* [Available records]:
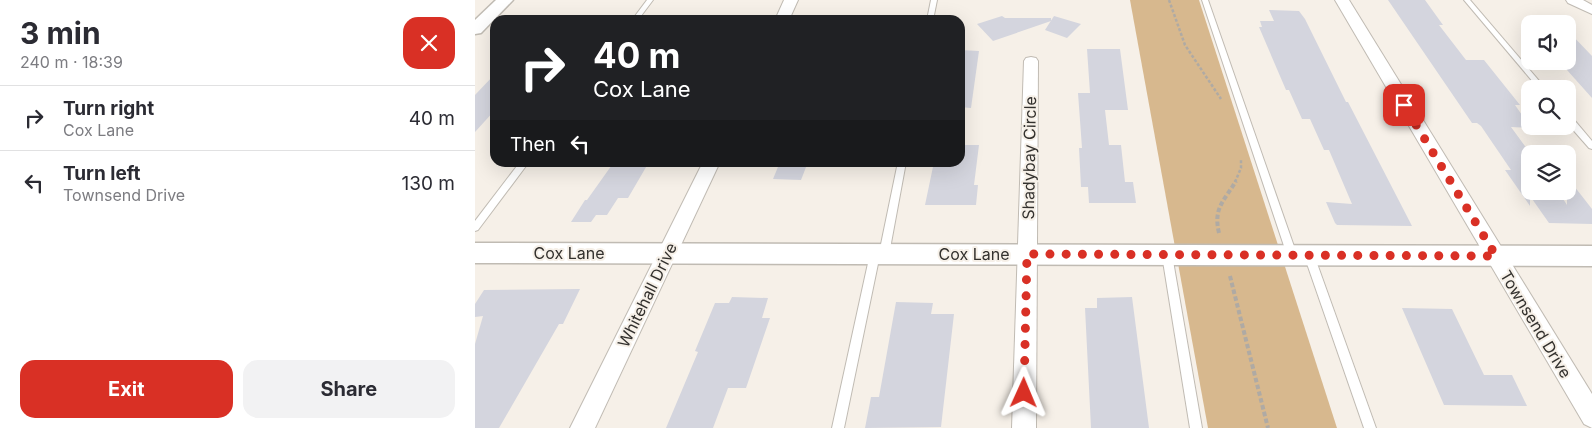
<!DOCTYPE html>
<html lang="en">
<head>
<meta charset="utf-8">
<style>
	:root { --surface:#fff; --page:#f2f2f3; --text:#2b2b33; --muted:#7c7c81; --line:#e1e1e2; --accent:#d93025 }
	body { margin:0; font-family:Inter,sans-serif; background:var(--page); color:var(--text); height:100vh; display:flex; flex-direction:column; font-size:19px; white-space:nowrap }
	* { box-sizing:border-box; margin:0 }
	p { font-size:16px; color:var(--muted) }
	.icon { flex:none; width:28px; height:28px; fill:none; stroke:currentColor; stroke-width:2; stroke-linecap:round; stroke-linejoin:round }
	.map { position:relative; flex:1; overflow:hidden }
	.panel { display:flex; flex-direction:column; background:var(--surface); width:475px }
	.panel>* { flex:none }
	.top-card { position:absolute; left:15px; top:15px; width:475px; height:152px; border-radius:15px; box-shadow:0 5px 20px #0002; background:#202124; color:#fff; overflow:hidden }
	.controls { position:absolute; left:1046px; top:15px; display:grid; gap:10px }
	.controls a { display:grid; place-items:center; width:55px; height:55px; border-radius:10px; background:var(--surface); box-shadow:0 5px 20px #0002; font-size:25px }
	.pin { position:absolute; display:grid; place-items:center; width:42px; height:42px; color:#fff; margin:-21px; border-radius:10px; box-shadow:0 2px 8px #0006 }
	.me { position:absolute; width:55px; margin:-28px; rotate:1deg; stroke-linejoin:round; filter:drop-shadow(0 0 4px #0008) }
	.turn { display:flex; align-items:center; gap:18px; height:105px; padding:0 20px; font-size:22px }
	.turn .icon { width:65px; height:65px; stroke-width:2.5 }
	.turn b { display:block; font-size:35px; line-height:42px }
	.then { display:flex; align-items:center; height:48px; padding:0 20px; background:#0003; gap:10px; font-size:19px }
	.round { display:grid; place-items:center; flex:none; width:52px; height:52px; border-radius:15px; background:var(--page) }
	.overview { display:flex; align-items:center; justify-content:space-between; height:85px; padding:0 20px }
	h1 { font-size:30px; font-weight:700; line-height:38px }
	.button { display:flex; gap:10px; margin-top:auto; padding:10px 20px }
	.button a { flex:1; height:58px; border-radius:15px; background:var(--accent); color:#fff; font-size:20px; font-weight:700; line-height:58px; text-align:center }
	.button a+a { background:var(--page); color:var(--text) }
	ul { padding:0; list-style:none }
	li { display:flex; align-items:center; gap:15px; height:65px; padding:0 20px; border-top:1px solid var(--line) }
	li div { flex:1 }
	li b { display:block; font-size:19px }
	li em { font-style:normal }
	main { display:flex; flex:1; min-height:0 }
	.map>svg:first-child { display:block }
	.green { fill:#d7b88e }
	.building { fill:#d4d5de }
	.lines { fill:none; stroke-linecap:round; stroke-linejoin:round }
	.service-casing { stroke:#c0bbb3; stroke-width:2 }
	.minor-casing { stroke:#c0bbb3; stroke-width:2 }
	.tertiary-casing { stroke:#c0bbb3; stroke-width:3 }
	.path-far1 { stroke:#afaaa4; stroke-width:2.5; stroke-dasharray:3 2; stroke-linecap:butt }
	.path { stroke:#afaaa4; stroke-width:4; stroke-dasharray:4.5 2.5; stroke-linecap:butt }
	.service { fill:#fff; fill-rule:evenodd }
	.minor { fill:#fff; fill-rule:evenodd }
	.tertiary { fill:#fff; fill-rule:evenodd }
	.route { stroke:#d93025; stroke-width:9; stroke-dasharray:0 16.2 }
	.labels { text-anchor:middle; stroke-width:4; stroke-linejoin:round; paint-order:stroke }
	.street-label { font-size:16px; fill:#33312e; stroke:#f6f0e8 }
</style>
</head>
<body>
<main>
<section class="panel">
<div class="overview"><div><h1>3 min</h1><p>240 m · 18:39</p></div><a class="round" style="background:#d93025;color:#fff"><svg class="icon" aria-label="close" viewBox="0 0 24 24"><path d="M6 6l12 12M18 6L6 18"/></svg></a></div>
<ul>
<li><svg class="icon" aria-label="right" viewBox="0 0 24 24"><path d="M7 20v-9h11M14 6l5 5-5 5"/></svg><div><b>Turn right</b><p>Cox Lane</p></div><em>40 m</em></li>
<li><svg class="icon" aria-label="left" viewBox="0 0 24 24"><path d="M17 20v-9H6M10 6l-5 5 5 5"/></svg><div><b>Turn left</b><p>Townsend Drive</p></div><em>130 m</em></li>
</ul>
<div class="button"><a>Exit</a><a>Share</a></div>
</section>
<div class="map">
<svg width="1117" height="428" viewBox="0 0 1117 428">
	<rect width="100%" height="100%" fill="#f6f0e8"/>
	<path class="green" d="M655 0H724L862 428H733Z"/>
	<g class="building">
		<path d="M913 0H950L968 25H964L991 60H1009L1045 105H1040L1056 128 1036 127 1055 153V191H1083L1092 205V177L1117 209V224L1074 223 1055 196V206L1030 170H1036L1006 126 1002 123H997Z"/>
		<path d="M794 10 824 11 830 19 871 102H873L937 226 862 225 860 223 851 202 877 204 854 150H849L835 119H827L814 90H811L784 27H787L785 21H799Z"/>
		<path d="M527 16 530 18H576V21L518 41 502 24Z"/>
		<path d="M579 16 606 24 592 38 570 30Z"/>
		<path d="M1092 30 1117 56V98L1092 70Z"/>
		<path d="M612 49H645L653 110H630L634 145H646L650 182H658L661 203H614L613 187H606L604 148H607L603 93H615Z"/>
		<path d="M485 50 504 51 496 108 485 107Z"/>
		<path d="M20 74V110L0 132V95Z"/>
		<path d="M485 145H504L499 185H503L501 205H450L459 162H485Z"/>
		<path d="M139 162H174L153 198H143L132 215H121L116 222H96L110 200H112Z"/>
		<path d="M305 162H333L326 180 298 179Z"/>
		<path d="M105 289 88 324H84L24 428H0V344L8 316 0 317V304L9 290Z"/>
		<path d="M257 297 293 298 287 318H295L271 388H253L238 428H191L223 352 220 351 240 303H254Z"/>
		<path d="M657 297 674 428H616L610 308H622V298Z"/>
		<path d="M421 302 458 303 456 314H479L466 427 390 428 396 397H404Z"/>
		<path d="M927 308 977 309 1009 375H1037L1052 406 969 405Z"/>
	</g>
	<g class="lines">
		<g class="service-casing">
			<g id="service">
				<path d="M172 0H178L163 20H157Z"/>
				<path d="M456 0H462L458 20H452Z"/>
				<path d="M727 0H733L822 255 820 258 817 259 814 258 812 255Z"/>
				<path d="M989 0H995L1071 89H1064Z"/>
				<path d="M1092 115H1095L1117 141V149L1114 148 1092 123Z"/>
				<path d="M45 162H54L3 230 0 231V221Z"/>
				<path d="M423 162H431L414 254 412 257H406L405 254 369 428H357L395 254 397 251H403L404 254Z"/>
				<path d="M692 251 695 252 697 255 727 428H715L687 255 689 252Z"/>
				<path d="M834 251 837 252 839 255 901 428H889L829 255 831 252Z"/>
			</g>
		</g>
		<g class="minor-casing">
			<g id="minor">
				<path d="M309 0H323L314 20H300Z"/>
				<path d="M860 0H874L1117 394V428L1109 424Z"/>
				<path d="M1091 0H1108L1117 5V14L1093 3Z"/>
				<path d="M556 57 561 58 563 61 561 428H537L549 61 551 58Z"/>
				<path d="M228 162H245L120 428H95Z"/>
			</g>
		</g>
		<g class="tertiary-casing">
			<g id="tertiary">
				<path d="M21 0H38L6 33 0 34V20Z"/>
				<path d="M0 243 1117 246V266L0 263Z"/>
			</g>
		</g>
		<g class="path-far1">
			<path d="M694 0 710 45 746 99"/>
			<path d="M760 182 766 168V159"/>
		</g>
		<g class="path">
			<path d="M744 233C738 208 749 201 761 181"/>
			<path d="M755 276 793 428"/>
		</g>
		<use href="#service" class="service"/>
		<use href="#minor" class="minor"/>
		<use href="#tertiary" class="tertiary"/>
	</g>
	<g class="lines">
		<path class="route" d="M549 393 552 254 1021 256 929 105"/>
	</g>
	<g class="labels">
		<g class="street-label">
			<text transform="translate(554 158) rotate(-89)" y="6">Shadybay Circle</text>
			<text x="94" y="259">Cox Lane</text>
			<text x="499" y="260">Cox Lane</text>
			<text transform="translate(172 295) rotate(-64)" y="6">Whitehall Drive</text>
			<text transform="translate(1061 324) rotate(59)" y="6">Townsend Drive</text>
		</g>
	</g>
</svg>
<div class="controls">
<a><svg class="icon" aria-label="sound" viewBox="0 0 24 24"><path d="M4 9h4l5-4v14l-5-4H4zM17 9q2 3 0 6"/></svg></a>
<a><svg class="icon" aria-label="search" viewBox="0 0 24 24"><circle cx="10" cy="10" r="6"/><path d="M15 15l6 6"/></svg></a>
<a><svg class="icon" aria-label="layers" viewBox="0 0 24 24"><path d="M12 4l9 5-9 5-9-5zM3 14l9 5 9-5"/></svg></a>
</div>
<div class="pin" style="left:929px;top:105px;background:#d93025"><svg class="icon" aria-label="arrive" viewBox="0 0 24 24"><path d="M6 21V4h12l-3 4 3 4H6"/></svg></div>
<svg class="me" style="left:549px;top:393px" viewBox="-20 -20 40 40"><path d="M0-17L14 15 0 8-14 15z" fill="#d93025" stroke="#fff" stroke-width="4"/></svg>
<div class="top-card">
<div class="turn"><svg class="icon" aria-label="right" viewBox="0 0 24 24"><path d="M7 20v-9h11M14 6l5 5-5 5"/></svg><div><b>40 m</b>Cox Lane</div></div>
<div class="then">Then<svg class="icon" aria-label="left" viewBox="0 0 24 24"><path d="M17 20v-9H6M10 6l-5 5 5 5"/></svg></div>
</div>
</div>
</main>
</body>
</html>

* [Activity]:
Taking the entries above, write out exactly the lines starting with the line containing "position:relative; flex:1; overflow:hidden" and going on through the line containing "display:block; font-size:35px; line-height:42px", both included, and nothing else.

* [Reply]:
	.map { position:relative; flex:1; overflow:hidden }
	.panel { display:flex; flex-direction:column; background:var(--surface); width:475px }
	.panel>* { flex:none }
	.top-card { position:absolute; left:15px; top:15px; width:475px; height:152px; border-radius:15px; box-shadow:0 5px 20px #0002; background:#202124; color:#fff; overflow:hidden }
	.controls { position:absolute; left:1046px; top:15px; display:grid; gap:10px }
	.controls a { display:grid; place-items:center; width:55px; height:55px; border-radius:10px; background:var(--surface); box-shadow:0 5px 20px #0002; font-size:25px }
	.pin { position:absolute; display:grid; place-items:center; width:42px; height:42px; color:#fff; margin:-21px; border-radius:10px; box-shadow:0 2px 8px #0006 }
	.me { position:absolute; width:55px; margin:-28px; rotate:1deg; stroke-linejoin:round; filter:drop-shadow(0 0 4px #0008) }
	.turn { display:flex; align-items:center; gap:18px; height:105px; padding:0 20px; font-size:22px }
	.turn .icon { width:65px; height:65px; stroke-width:2.5 }
	.turn b { display:block; font-size:35px; line-height:42px }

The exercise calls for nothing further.